• Instructions for the task:
Please copy each line in the records below that contains the string "feTurbulence".
[Start of Attachment]
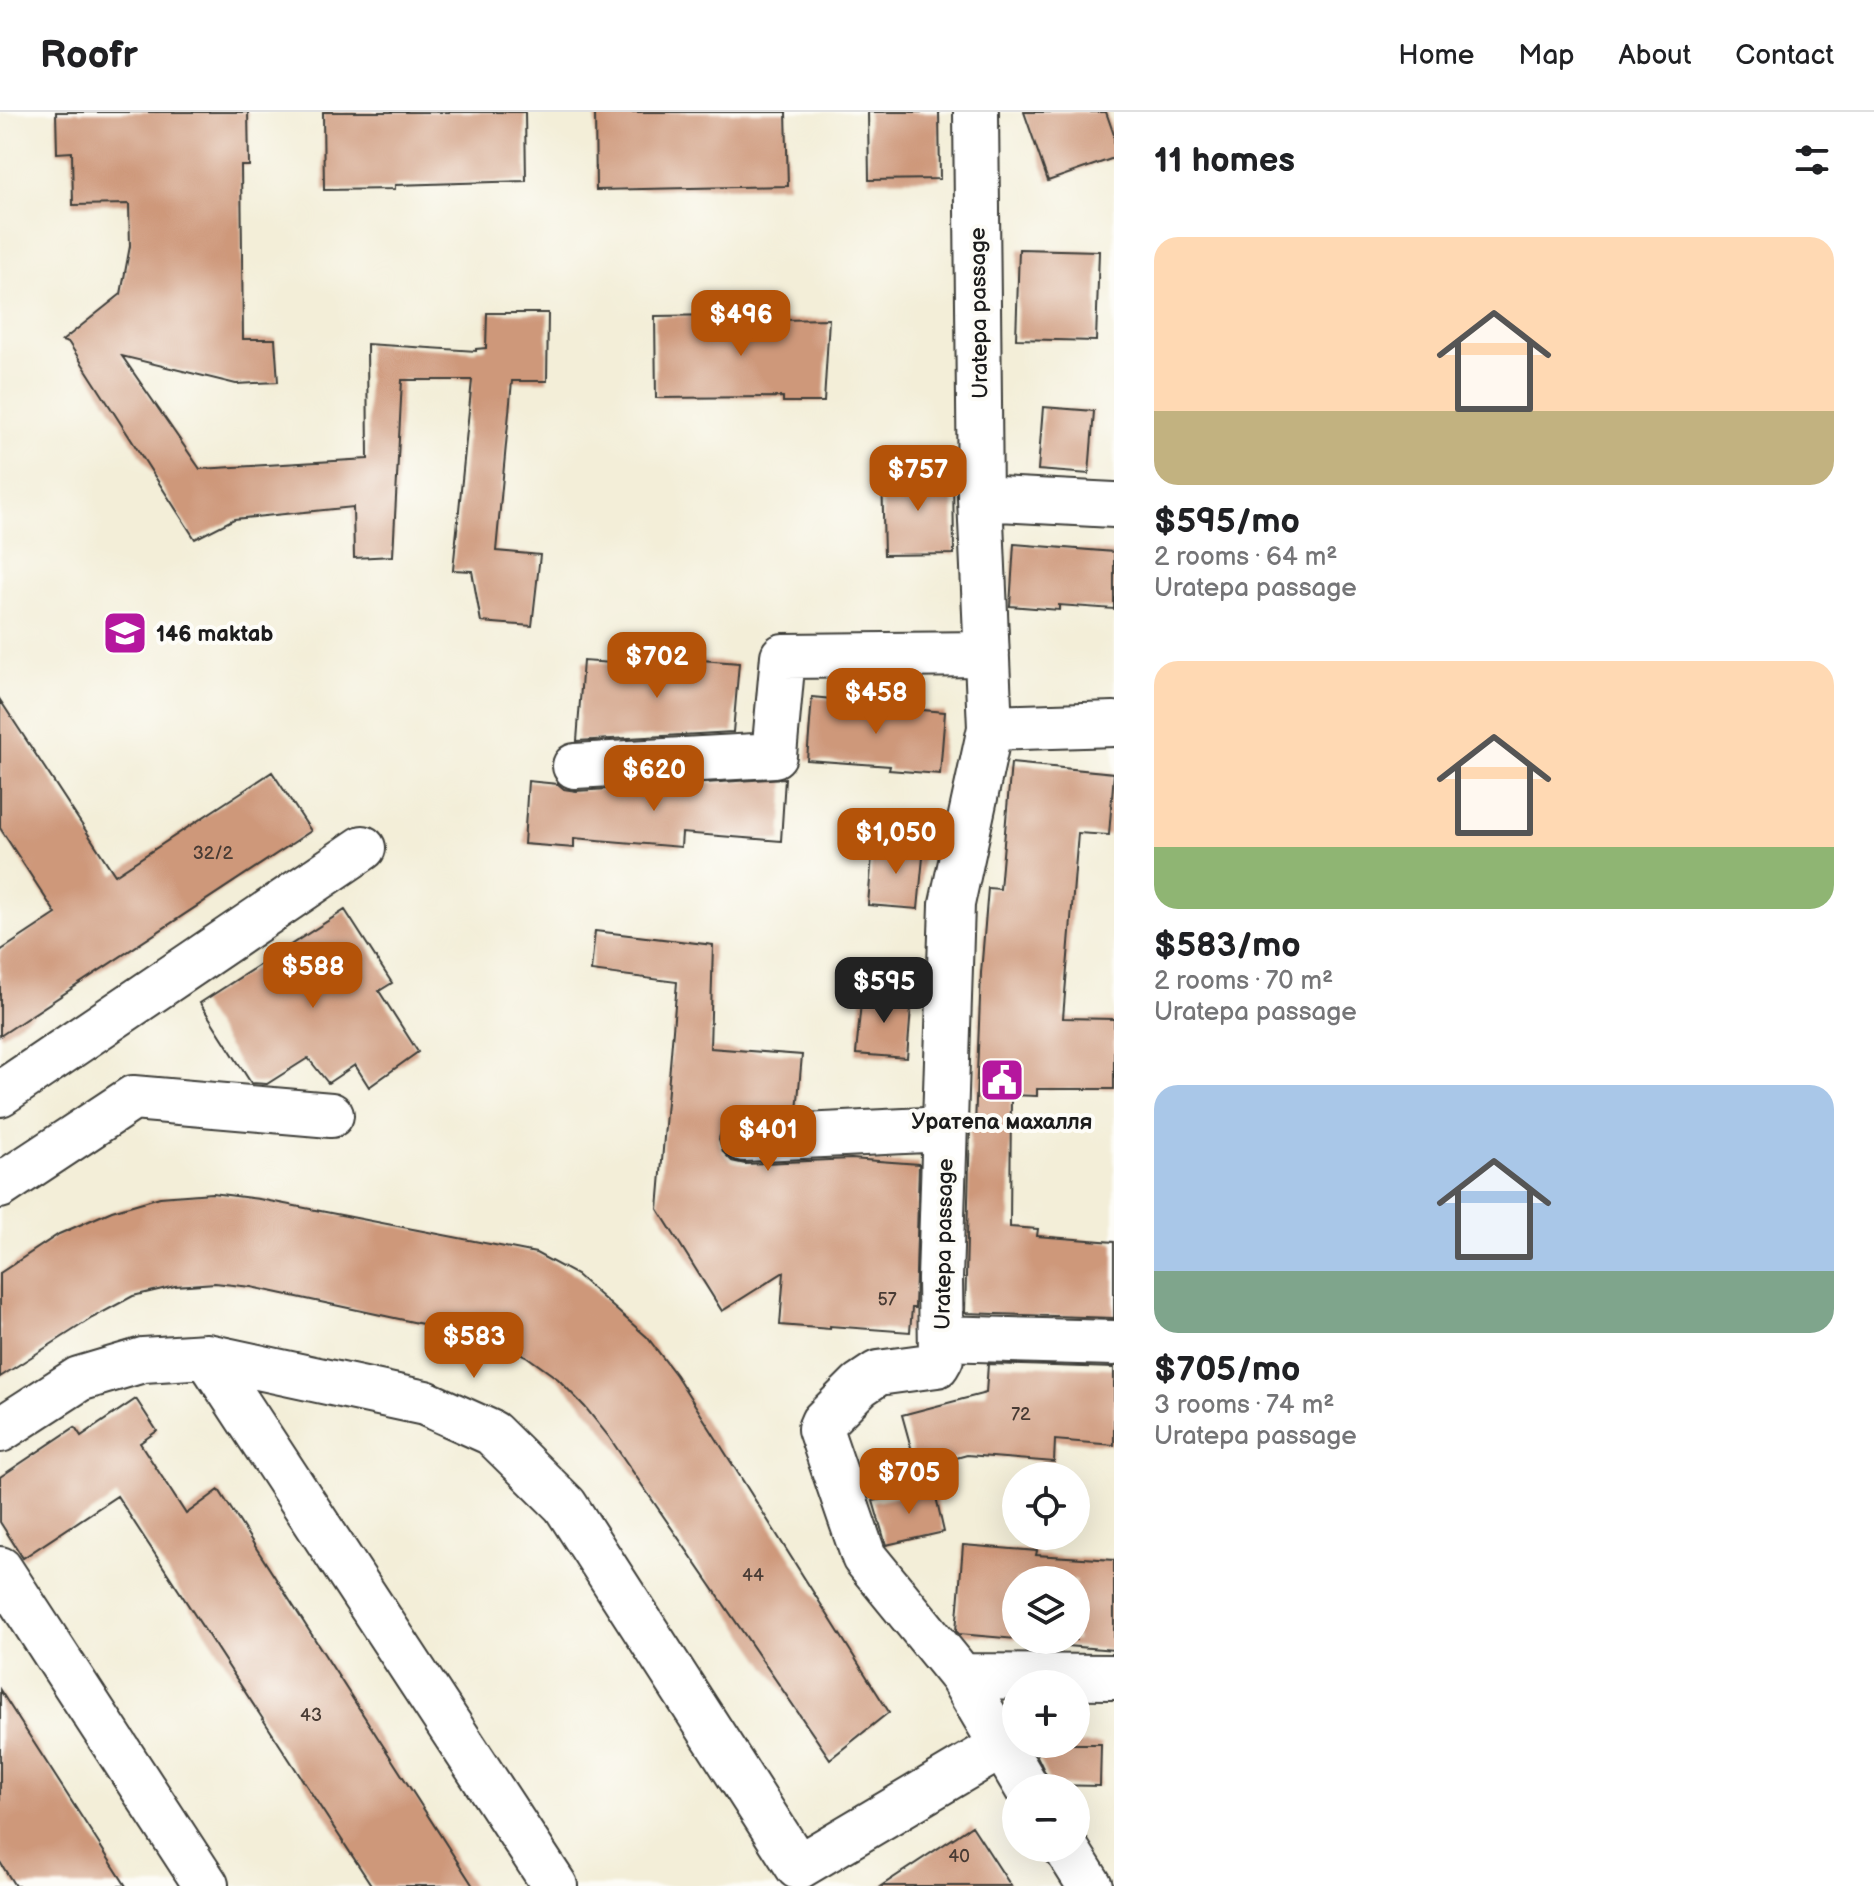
<!DOCTYPE html>
<meta charset="utf-8">
<style>
body{margin:0;font-family:"Balsamiq Sans",sans-serif;background:#f6f6f6;color:#202124;height:100vh;display:flex;flex-direction:column;font-size:30px;white-space:nowrap}
*{box-sizing:border-box;margin:0}
p{font-size:26px;color:#757577}
.icon{flex:none;width:44px;height:44px;fill:none;stroke:currentColor;stroke-width:2;stroke-linecap:round;stroke-linejoin:round}
.map{position:relative;flex:1;overflow:hidden}
.side{display:flex;flex-direction:column;background:#fff;width:760px}
.side>*{flex:none}
.tools{position:absolute;left:1002px;top:1350px;display:grid;gap:16px}
.tools a{display:grid;place-items:center;width:88px;height:88px;border-radius:50%;background:#fff;box-shadow:0 8px 32px #0002;font-size:40px}
.price{position:absolute;translate:-50% -68px;padding:0 18px;border-radius:16px;background:#b45309;color:#fff;font-size:26px;line-height:52px;filter:drop-shadow(0 2px 4px #0008)}
.price::after{content:'';position:absolute;left:50%;top:48px;width:24px;height:18px;margin-left:-12px;background:inherit;clip-path:polygon(0 0,100% 0,50% 100%)}
.price.active{background:#222;color:#fff}
ul{padding:0;list-style:none}
li{display:grid;align-content:center;gap:16px;height:424px;padding:0 40px}
li span{display:grid;place-items:center;height:248px;border-radius:24px;color:#555}
li>.icon{margin-inline-start:auto}
span .icon{width:144px;height:144px;fill:#fffc;stroke-width:1}
li b{font-size:34px}
h2{display:flex;justify-content:space-between;align-items:center;height:96px;padding:0 40px;font-size:34px}
header{display:flex;align-items:center;gap:48px;box-sizing:border-box;height:112px;padding:0 40px;background:#fff;border-bottom:2px solid #e0e0e0}
header strong{font-size:38px}
nav{display:flex;gap:44px;margin-inline-start:auto;font-size:28px}
main{display:flex;flex:1;min-height:0}
.map>svg:first-child{display:block}
.building{fill:#ce987a}
.lines{fill:none;stroke-linecap:round;stroke-linejoin:round}
.minor-casing{stroke:#3c3c38;stroke-width:48}
.minor{stroke:#fff;stroke-width:44}
.labels{text-anchor:middle;stroke-width:8;stroke-linejoin:round;paint-order:stroke}
.number-label{font-size:18px;fill:#483b34}
.street-label{font-size:22px;fill:#1c1c1c;stroke:#fdfcf7}
.poi-label{font-size:22px;font-weight:bold;fill:#1c1c1c;stroke:#fdfcf7;text-anchor:start}
</style>
<header>
<strong>Roofr</strong>
<nav><a>Home</a><a>Map</a><a>About</a><a>Contact</a></nav>
</header>
<main>
<div class="map">
<svg width="1114" height="1774" viewBox="0 0 1114 1774">
<rect width="100%" height="100%" fill="#fdfcf7"/>
<filter id="ink" filterUnits="userSpaceOnUse"><feTurbulence type="fractalNoise" baseFrequency=".0125" numOctaves="2"/><feDisplacementMap in="SourceGraphic" scale="16" xChannelSelector="R" yChannelSelector="G"/><feConvolveMatrix kernelMatrix="1 2 1 2 8 2 1 2 1" color-interpolation-filters="sRGB"/></filter>
<filter id="wash" filterUnits="userSpaceOnUse"><feTurbulence type="fractalNoise" baseFrequency=".006" numOctaves="4" result="noise"/><feDisplacementMap in="SourceGraphic" scale="32" xChannelSelector="R" yChannelSelector="G"/><feGaussianBlur stdDeviation="1.8" result="paint"/><feColorMatrix in="noise" values="0 0 0 0 0 0 0 0 0 0 0 0 0 0 0 0 0 1.4 0 .05"/><feComposite in="paint" operator="in"/></filter>
<g filter="url(#wash)">
<rect width="100%" height="100%" fill="#f3eed8"/>
<g id="blocks">
<path class="building" d="M 56,0 L 248,0 L 249,54 L 241,54 L 243,227 L 275,227 L 278,270 L 236,272 L 122,244 L 200,357 L 368,347 L 367,232 L 476,239 L 476,237 L 486,236 L 487,201 L 548,201 L 547,269 L 512,269 L 496,439 L 540,443 L 532,514 L 481,510 L 472,459 L 453,458 L 472,268 L 402,268 L 393,444 L 354,446 L 353,395 L 234,407 L 195,427 L 69,231 L 62,229 L 121,182 L 130,134 L 129,92 L 73,93 L 72,40 L 57,41 Z
M 323,0 L 525,0 L 526,69 L 395,73 L 395,77 L 324,78 Z
M 595,0 L 786,0 L 788,74 L 596,78 Z
M 868,0 L 939,0 L 940,67 L 869,68 Z
M 1024,0 L 1106,0 L 1114,23 L 1114,46 L 1048,69 Z
M 1019,137 L 1099,139 L 1096,229 L 1016,227 Z
M 725,203 L 725,209 L 829,207 L 824,290 L 783,290 L 783,285 L 656,286 L 655,204 Z
M 1043,295 L 1094,299 L 1089,362 L 1038,358 Z
M 953,360 L 954,442 L 884,443 L 882,361 Z
M 1014,432 L 1114,440 L 1114,497 L 1059,493 L 1059,498 L 1010,494 Z
M 688,547 L 739,551 L 733,620 L 577,629 L 583,549 L 688,556 Z
M 812,585 L 862,590 L 862,593 L 945,600 L 940,662 L 889,658 L 890,654 L 807,648 Z
M 0,588 L 115,763 L 272,660 L 311,719 L 0,924 L 0,839 L 56,802 L 0,716 Z
M 1011,651 L 1114,661 L 1109,723 L 1078,721 L 1063,906 L 1114,907 L 1114,977 L 1037,977 L 1037,984 L 1011,983 L 1010,1115 L 1038,1117 L 1037,1124 L 1114,1130 L 1114,1206 L 965,1201 L 970,1014 L 975,1014 L 981,861 L 988,776 L 1000,777 Z
M 785,666 L 781,729 L 682,721 L 681,735 L 574,726 L 574,736 L 524,732 L 528,669 L 558,672 L 564,677 L 576,679 Z
M 873,730 L 924,735 L 918,797 L 868,793 Z
M 345,798 L 392,871 L 379,879 L 418,940 L 369,975 L 355,953 L 328,971 L 308,946 L 267,972 L 251,971 L 200,891 Z
M 595,819 L 713,833 L 710,936 L 802,943 L 797,999 L 743,1002 L 730,1006 L 722,1015 L 719,1027 L 723,1040 L 732,1049 L 745,1052 L 851,1047 L 919,1052 L 915,1196 L 912,1196 L 910,1220 L 830,1214 L 830,1217 L 780,1213 L 784,1160 L 722,1199 L 658,1097 L 677,870 L 591,859 Z
M 862,880 L 912,884 L 907,946 L 856,942 Z
M 212,1081 L 259,1087 L 536,1141 L 577,1163 L 647,1225 L 676,1263 L 889,1600 L 830,1647 L 609,1325 L 585,1295 L 558,1267 L 526,1244 L 492,1227 L 251,1175 L 215,1171 L 175,1174 L 133,1184 L 92,1206 L 0,1265 L 0,1161 L 59,1122 L 112,1099 L 160,1085 Z
M 988,1252 L 1114,1256 L 1114,1333 L 1055,1328 L 1054,1350 L 967,1343 L 917,1357 L 902,1303 L 986,1281 Z
M 136,1287 L 157,1319 L 140,1331 L 186,1402 L 219,1378 L 473,1774 L 372,1774 L 117,1384 L 23,1446 L 0,1410 L 0,1365 L 75,1315 L 81,1324 Z
M 934,1376 L 944,1420 L 886,1433 L 873,1389 Z
M 963,1433 L 1037,1439 L 1036,1443 L 1114,1448 L 1114,1538 L 1055,1533 L 1056,1530 L 1035,1528 L 1076,1528 L 1076,1468 L 1016,1468 L 1016,1527 L 959,1522 L 956,1519 Z
M 0,1578 L 126,1774 L 15,1774 L 0,1750 Z
M 1037,1632 L 1101,1632 L 1100,1674 L 1051,1673 L 1037,1644 Z
M 972,1714 L 1011,1774 L 881,1774 Z"/>
</g>
</g>
<g filter="url(#ink)">
<use href="#blocks" fill-opacity="0" stroke="#3c3c38" stroke-width="2"/>
<g class="lines">
<g class="minor-casing">
<path id="minor" d="M 976,0 L 980,386 L 990,616 L 952,792 L 940,1167 L 941,1246 L 937,1253 L 878,1261 L 860,1273 L 823,1310 L 820,1317 L 864,1445 L 961,1564 L 1027,1676
M 980,386 L 1114,393
M 990,616 L 1114,612
M 575,654 L 774,643 L 783,544 L 987,542
M 0,982 L 363,736
M 744,1027 L 945,1017
M 0,1074 L 133,986 L 331,1003
M 941,1226 L 1114,1231
M 207,1244 L 555,1774
M 0,1318 L 79,1267 L 143,1248 L 207,1244 L 425,1291 L 492,1321 L 565,1393 L 798,1755 L 1000,1635
M 0,1457 L 206,1773
M 961,1564 L 1114,1565
M 1066,1736 L 1090,1774"/>
</g>
<use href="#minor" class="minor"/>
</g>
</g>
<defs>
<g id="school-square" transform="scale(2.3)"><rect x="-9" y="-9" width="18" height="18" rx="4" fill="#b5179e" stroke="#fdfcf7"/><path d="M0-5L7-2L0 1L-7-2ZM-4 1L0 2.5L4 1V4Q0 6-4 4Z" fill="#fff"/></g>
<g id="civic-square" transform="scale(2.3)"><rect x="-9" y="-9" width="18" height="18" rx="4" fill="#b5179e" stroke="#fdfcf7"/><path d="M-.6-6.5H3V-4.5H.6V-3L4-1V1h2V6H-6V1h2V-1L-.6-3ZM-1.2 2.5V6h2.4V2.5Z" fill="#fff"/></g>
</defs>
<g fill-rule="evenodd">
<use href="#school-square" x="125" y="521"/>
<use href="#civic-square" x="1002" y="968"/>
</g>
<g class="labels">
<g class="number-label">
<text x="213" y="747">32/2</text>
<text x="887" y="1193">57</text>
<text x="1021" y="1308">72</text>
<text x="753" y="1469">44</text>
<text x="311" y="1609">43</text>
<text x="959" y="1750">40</text>
</g>
<g class="street-label">
<text transform="translate(978 201) rotate(-91)" y="8">Uratepa passage</text>
<text transform="translate(943 1132) rotate(-89)" y="8">Uratepa passage</text>
</g>
<g class="poi-label">
<text x="156" y="529">146 maktab</text>
<text x="1002" y="1017" text-anchor="middle">Уратепа махалля</text>
</g>
</g>
</svg>
<div class="tools">
<a><svg class="icon" aria-label="locate" viewBox="0 0 24 24"><circle cx="12" cy="12" r="6"/><path d="M12 2v4M12 18v4M2 12h4M18 12h4"/></svg></a>
<a><svg class="icon" aria-label="layers" viewBox="0 0 24 24"><path d="M12 4l9 5-9 5-9-5zM3 14l9 5 9-5"/></svg></a>
<a>+</a>
<a>−</a>
</div>
<b class="price" style="left:741px;top:246px">$496</b>
<b class="price" style="left:918px;top:401px">$757</b>
<b class="price" style="left:657px;top:588px">$702</b>
<b class="price" style="left:876px;top:624px">$458</b>
<b class="price" style="left:654px;top:701px">$620</b>
<b class="price" style="left:896px;top:764px">$1,050</b>
<b class="price" style="left:313px;top:898px">$588</b>
<b class="price active" style="left:884px;top:913px">$595</b>
<b class="price" style="left:768px;top:1061px">$401</b>
<b class="price" style="left:474px;top:1268px">$583</b>
<b class="price" style="left:909px;top:1404px">$705</b>
</div>
<section class="side">
<h2>11 homes<svg class="icon" aria-label="filters" viewBox="0 0 24 24"><path d="M4 7h16M4 17h16"/><circle cx="9" cy="7" r="2"/><circle cx="15" cy="17" r="2"/></svg></h2>
<ul>
<li><span style="background:linear-gradient(#ffd9b3 70%,#c2b280 0)"><svg class="icon" aria-label="home" viewBox="0 0 24 24"><path d="M3 11l9-7 9 7M6 9v11h12V9"/></svg></span><div><b>$595/mo</b><p>2 rooms · 64 m²</p><p>Uratepa passage</p></div></li>
<li><span style="background:linear-gradient(#ffd9b3 75%,#8fb573 0)"><svg class="icon" aria-label="home" viewBox="0 0 24 24"><path d="M3 11l9-7 9 7M6 9v11h12V9"/></svg></span><div><b>$583/mo</b><p>2 rooms · 70 m²</p><p>Uratepa passage</p></div></li>
<li><span style="background:linear-gradient(#a9c7e8 75%,#7fa58c 0)"><svg class="icon" aria-label="home" viewBox="0 0 24 24"><path d="M3 11l9-7 9 7M6 9v11h12V9"/></svg></span><div><b>$705/mo</b><p>3 rooms · 74 m²</p><p>Uratepa passage</p></div></li>
</ul>
</section>
</main>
[End of Attachment]
• Written solution:
<filter id="ink" filterUnits="userSpaceOnUse"><feTurbulence type="fractalNoise" baseFrequency=".0125" numOctaves="2"/><feDisplacementMap in="SourceGraphic" scale="16" xChannelSelector="R" yChannelSelector="G"/><feConvolveMatrix kernelMatrix="1 2 1 2 8 2 1 2 1" color-interpolation-filters="sRGB"/></filter>
<filter id="wash" filterUnits="userSpaceOnUse"><feTurbulence type="fractalNoise" baseFrequency=".006" numOctaves="4" result="noise"/><feDisplacementMap in="SourceGraphic" scale="32" xChannelSelector="R" yChannelSelector="G"/><feGaussianBlur stdDeviation="1.8" result="paint"/><feColorMatrix in="noise" values="0 0 0 0 0 0 0 0 0 0 0 0 0 0 0 0 0 1.4 0 .05"/><feComposite in="paint" operator="in"/></filter>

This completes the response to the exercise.